Either a collection of types, or a predicate to determine if type has to be passed through.

## Binary compilation using Cython

*apischema* use Cython in order to compile critical parts of the code, i.e. the (de)serialization methods.

However, *apischema* remains a pure Python library — it can work without binary modules. Cython source files (`.pyx`) are in fact generated from Python modules. It allows notably keeping the code simple, by adding *switch-case* optimization to replace dynamic dispatch, avoiding big chains of `elif` in Python code.

!!! note
    Compilation is disabled when using PyPy, because it's even faster with the bare Python code.
    That's another interest of generating `.pyx` files: keeping Python source for PyPy.

## Override dataclass constructors

!!! warning
    This feature is still experimental and disabled by default. Test carefully its impact on your code before enable it in production.

Dataclass constructors calls is the slowest part of the deserialization, about 50% of its runtime!
They are indeed pure Python functions and cannot be compiled.

In case of "normal" dataclass (no `__slots__`, `__post_init__`, or `__init__`/`__new__`/`__setattr__` overriding), *apischema* can override the constructor with a compilable code. 

This feature can be toggled on/off globally using `apischema.settings.deserialization.override_dataclass_constructors`

## Discriminator

[OpenAPI discriminator](json_schema.md#openapi-discriminator) allows making union deserialization time more homogeneous.

```python
{!discriminator_perf.py!}
```

!!! note
    As you can notice in the example, discriminator brings its own additional cost, but it's completely worth it. 

## Benchmark

Benchmark code is located [benchmark directory](https://github.com/wyfo/apischema/tree/master/benchmark) or *apischema* repository.
Performances are measured on two datasets: a simple, a more complex one.
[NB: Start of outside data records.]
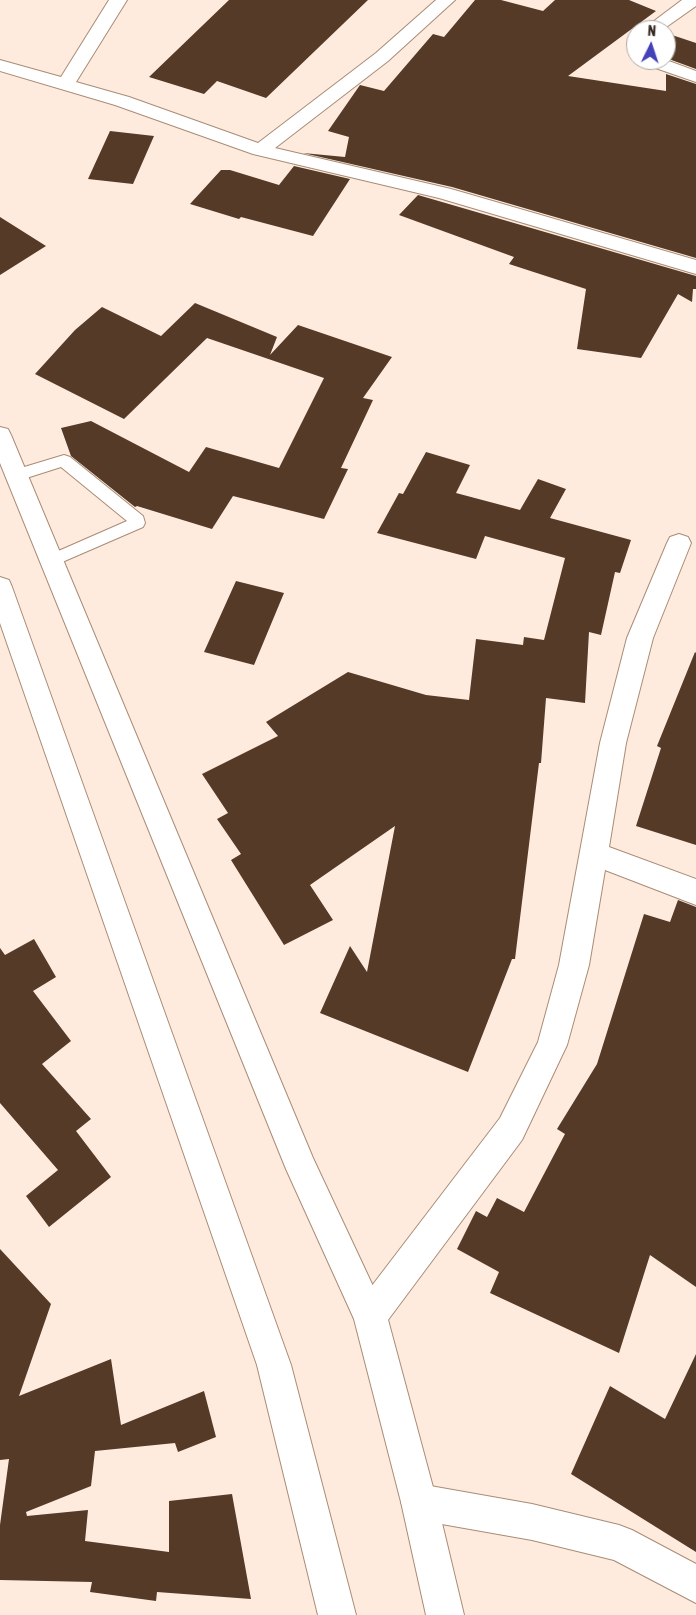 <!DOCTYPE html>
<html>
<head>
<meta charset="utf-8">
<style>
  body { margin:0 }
  #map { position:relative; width:696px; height:1615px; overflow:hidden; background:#feebdd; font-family:"Asap Condensed",sans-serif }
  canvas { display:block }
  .north { position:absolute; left:626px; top:20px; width:50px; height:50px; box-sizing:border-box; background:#fff; border:1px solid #aea9a5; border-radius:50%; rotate:4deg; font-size:14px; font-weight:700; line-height:20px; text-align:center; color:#34281f }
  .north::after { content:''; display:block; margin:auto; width:18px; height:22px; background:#4442b8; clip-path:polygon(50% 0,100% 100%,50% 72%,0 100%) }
</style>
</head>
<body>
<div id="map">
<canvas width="696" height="1615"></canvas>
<div class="north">N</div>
</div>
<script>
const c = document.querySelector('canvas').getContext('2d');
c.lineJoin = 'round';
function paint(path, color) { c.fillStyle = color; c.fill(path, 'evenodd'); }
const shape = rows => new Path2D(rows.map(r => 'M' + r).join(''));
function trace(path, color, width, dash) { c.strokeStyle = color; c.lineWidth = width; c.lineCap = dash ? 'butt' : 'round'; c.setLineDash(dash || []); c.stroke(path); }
const building = shape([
  [229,0,368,0,266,98,217,81,204,94,149,77],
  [475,0,501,0,543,11,555,0,629,0,656,11,568,76,666,91,666,74,696,84,696,258,452,187,303,153,345,157,349,137,328,131,360,85,384,91,433,34,444,37],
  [666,33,696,43,696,69,666,58],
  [110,131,154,136,133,184,88,179],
  [294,166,350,179,313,236,241,217,239,219,190,204,221,170,230,170,279,185],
  [418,195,696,276,696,289,693,289,692,302,678,294,641,358,577,349,586,289,509,264,514,257,399,215],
  [0,217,46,246,0,275],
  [195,303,277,337,270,355,298,325,392,357,363,398,373,400,341,468,348,469,324,519,233,496,212,529,137,506,135,507,71,456,61,428,91,421,189,472,206,447,279,468,324,378,207,338,124,419,35,374,75,330,102,307,161,336],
  [426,452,470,465,456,493,520,510,538,479,566,489,550,518,631,540,620,573,615,572,601,635,589,632,585,703,546,698,541,763,539,763,515,959,512,959,468,1072,320,1013,350,946,367,972,395,826,310,885,333,920,284,945,231,860,241,854,217,819,228,813,202,774,278,736,266,722,348,672,426,695,469,700,476,639,523,645,524,637,544,640,565,558,485,536,476,559,377,533,399,493,403,494],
  [236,581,284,593,254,665,204,652],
  [695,652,696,653,696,845,636,826,661,748,657,746],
  [678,900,696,907,696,1287,650,1255,619,1353,490,1293,499,1272,457,1249,476,1211,487,1217,497,1198,524,1212,565,1134,557,1129,597,1064,644,914,670,922],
  [34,939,56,977,33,991,71,1041,42,1064,91,1119,76,1131,111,1177,49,1227,26,1196,58,1170,0,1103,0,948,5,955],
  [0,1249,51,1304,19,1396,111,1359,121,1425,204,1391,216,1437,178,1452,175,1443,95,1451,91,1486,26,1512,27,1516,88,1510,85,1541,169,1552,169,1501,232,1494,251,1599,157,1592,156,1601,90,1592,92,1582,0,1580,0,1525,9,1459,0,1460],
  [696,1354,696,1552,571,1474,610,1386,665,1419]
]);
const lane = shape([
  [64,455,70,457,143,516,145,523,143,527,53,566,47,564,45,560,47,556,127,521,61,467,17,481,11,479,9,475,11,471,64,455]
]);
const street = shape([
  [109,0,127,0,76,82,129,97,258,143,376,53,436,0,455,0,388,61,275,148,451,189,696,260,696,274,439,198,253,154,115,105,0,71,0,60,61,77,109,0],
  [682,0,696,0,696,6,662,30,642,30,682,0],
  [641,60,666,60,696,71,696,82,644,64,641,60],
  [679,534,688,537,691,543,653,638,626,743,609,847,696,879,696,905,605,870,589,965,567,1045,522,1140,382,1328,370,1333,358,1328,353,1316,358,1304,500,1118,538,1042,559,965,600,743,627,638,667,543,670,537,679,534],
  [419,1484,532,1504,619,1525,632,1530,696,1564,696,1603,614,1560,532,1540,419,1520,406,1515,401,1502,406,1489,419,1484]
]);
const highway = shape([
  [0,427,8,429,11,435,313,1158,387,1316,437,1502,464,1615,426,1615,401,1502,354,1319,286,1169,0,463,0,427],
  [0,577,9,580,12,587,291,1365,356,1615,318,1615,257,1365,0,623,0,577]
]);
paint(building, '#543a27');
trace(lane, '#a98c76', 2);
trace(street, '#a98c76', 2);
trace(highway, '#a98c76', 2);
paint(lane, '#fff');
paint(street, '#fff');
paint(highway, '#fff');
</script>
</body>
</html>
Benchmark is run by Github Actions workflow on `ubuntu-latest` with Python 3.10.

Results are given relatively to the fastest library, i.e. *apischema*; simple and complex results are detailed in the table, displayed result is the mean of both.

#### Relative execution time (lower is better)

{!benchmark_table.md!}

!!! note
    Benchmark use [binary optimization](#binary-compilation-using-cython), but even running as a pure Python library, *apischema* still performs better than almost all of the competitors.